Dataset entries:
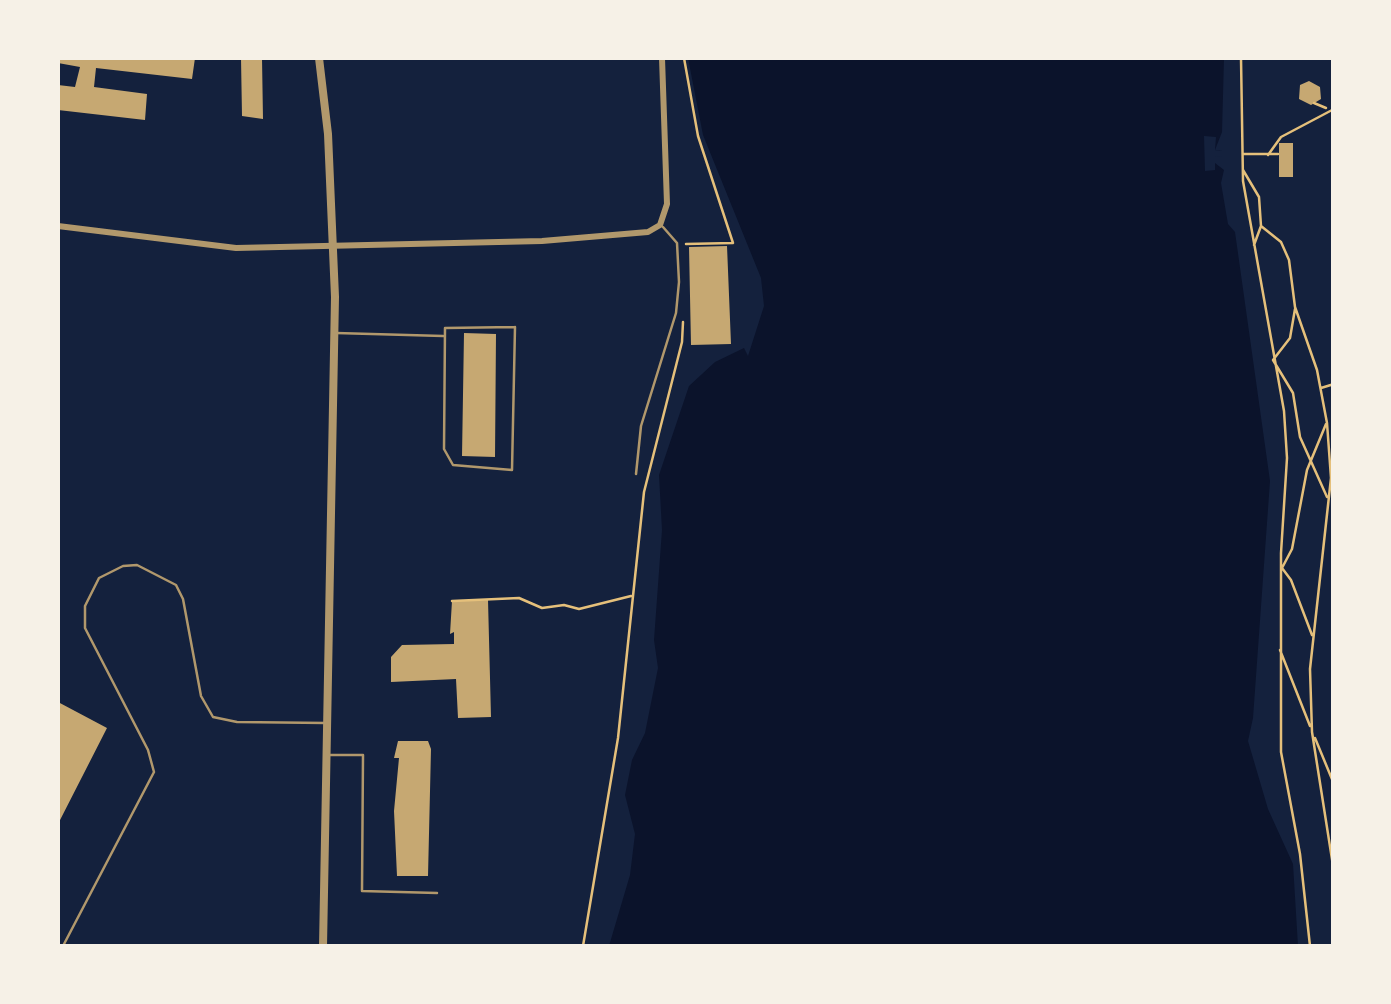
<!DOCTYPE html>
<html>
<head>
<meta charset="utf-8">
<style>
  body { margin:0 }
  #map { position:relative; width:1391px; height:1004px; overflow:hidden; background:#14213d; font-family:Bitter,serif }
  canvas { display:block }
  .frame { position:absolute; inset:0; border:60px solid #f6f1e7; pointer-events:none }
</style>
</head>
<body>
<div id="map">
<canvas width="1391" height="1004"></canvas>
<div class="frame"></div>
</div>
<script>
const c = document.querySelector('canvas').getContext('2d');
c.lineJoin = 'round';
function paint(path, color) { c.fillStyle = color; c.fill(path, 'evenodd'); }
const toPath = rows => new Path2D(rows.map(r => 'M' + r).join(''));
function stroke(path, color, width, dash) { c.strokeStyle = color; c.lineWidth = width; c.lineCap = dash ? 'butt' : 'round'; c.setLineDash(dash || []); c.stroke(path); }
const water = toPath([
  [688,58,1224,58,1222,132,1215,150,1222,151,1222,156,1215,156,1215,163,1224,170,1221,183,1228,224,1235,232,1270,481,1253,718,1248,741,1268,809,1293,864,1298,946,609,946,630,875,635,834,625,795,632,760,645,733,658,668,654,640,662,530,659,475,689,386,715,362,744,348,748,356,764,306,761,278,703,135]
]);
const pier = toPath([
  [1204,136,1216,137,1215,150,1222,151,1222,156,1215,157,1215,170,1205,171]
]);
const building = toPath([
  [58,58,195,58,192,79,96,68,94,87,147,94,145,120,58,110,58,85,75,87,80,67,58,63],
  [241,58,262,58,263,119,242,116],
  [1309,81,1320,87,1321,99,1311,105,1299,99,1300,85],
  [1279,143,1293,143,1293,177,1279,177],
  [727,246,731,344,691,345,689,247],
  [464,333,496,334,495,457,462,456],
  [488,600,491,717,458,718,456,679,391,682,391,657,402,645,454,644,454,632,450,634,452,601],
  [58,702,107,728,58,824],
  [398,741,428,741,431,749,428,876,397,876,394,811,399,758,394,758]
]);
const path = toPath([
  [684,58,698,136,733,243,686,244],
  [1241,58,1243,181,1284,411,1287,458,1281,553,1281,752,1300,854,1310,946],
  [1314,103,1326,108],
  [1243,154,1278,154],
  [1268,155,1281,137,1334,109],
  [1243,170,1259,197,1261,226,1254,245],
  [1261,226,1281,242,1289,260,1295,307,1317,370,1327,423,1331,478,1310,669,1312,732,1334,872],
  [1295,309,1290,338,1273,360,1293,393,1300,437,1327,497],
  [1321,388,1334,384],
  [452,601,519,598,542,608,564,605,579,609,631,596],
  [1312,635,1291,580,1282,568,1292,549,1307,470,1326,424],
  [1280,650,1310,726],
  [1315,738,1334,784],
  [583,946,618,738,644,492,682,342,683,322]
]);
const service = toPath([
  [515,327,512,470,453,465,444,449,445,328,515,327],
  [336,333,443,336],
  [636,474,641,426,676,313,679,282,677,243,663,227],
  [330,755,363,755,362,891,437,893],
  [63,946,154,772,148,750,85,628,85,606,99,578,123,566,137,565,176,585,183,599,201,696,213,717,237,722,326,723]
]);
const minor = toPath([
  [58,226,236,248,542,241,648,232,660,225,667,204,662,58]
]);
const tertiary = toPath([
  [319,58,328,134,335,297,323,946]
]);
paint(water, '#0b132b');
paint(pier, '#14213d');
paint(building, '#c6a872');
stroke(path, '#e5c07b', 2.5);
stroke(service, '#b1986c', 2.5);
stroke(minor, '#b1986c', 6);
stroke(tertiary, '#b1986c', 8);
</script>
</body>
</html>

---

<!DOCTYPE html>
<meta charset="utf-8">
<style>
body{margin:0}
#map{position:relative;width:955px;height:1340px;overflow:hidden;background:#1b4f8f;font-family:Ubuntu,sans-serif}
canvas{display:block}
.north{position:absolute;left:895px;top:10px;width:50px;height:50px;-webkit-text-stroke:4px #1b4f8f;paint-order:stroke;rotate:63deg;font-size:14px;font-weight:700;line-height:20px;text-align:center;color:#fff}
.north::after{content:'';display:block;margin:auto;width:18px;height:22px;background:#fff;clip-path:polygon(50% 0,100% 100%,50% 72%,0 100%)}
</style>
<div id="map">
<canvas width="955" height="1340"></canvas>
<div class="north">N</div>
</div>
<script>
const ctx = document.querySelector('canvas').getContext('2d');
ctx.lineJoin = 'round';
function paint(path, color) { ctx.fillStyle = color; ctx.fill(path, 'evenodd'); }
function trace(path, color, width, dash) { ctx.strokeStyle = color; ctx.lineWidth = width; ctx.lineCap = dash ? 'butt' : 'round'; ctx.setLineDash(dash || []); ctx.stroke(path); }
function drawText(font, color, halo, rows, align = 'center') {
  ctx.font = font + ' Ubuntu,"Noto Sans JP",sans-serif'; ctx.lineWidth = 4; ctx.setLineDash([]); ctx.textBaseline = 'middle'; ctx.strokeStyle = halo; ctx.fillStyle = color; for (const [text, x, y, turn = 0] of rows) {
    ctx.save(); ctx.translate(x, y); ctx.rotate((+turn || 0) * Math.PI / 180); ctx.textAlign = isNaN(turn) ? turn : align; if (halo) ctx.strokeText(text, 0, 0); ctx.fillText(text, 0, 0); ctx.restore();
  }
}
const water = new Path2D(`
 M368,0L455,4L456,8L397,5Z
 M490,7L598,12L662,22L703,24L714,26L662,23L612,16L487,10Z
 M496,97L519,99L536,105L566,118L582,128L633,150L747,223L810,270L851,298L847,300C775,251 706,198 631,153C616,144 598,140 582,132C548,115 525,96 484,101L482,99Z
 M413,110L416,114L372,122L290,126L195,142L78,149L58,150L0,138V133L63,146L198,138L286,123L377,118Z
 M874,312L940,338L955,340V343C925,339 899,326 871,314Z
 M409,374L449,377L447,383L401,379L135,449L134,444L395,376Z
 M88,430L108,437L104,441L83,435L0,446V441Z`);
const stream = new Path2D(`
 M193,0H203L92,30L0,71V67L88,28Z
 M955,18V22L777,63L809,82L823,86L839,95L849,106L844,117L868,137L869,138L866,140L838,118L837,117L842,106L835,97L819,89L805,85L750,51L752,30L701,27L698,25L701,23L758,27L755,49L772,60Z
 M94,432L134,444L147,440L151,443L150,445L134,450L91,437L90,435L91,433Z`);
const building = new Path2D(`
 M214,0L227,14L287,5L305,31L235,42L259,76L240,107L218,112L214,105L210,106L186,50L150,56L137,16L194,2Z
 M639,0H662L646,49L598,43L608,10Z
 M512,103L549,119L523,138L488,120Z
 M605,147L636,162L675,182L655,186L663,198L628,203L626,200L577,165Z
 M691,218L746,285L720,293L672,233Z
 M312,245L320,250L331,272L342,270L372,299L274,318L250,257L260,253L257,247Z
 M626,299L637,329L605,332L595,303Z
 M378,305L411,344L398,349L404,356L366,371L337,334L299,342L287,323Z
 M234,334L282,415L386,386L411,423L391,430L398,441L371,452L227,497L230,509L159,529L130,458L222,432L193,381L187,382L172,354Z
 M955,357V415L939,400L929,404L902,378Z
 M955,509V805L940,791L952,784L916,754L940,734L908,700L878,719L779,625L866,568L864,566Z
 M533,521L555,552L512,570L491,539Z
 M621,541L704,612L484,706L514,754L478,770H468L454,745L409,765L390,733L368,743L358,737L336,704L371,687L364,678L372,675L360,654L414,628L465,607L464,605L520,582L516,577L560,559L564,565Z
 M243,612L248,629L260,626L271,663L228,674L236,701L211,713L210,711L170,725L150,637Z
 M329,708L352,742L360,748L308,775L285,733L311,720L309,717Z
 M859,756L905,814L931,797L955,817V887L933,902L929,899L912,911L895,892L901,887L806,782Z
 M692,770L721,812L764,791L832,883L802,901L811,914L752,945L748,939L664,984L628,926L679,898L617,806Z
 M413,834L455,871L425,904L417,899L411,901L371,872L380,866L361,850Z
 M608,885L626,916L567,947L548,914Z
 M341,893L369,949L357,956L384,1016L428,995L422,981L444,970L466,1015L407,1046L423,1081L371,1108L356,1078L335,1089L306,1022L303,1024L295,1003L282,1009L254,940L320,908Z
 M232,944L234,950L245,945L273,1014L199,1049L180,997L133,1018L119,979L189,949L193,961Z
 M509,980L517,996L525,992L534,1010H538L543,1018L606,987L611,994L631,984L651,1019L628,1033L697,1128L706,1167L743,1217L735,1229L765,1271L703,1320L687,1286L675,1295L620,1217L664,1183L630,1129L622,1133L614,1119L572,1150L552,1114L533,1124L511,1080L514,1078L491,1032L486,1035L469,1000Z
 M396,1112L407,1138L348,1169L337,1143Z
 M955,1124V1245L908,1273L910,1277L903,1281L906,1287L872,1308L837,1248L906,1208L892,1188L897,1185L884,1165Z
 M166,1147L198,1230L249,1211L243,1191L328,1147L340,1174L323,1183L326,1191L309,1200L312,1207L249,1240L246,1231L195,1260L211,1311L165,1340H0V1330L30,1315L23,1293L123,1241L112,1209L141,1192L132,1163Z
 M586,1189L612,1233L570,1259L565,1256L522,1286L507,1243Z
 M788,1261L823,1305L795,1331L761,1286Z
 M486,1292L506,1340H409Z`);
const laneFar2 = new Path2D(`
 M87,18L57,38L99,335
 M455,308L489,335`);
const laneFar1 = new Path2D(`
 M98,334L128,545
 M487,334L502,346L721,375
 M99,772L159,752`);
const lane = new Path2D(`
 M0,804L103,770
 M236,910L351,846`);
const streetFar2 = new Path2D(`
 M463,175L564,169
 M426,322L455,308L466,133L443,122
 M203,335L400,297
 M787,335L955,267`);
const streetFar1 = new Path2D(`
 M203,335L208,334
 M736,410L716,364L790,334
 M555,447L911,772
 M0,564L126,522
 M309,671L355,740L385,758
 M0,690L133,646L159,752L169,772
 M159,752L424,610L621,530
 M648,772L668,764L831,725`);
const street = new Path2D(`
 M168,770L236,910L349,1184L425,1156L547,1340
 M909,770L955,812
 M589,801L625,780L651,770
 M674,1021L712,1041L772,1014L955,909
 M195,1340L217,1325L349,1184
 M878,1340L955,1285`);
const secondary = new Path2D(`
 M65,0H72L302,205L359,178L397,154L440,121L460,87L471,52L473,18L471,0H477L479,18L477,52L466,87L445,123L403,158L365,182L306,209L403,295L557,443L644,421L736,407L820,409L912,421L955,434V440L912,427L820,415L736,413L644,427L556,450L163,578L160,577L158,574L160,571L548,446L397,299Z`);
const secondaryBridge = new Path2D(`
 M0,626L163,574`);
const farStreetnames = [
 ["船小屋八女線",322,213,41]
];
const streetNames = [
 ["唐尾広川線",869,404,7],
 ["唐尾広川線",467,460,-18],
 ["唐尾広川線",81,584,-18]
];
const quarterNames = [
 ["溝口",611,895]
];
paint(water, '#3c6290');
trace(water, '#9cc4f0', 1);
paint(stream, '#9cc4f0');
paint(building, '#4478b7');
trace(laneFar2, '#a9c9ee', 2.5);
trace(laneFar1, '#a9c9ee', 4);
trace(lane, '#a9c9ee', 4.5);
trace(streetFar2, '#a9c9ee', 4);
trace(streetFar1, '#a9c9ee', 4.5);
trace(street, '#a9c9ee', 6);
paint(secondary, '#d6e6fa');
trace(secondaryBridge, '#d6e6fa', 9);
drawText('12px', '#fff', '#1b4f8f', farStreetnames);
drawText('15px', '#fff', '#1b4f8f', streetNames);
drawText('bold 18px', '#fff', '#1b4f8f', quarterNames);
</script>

* [What you will do]
Each line that contains the string "align" counts once; report how many such lines the entries have, giving only the number.

* [Your response]
3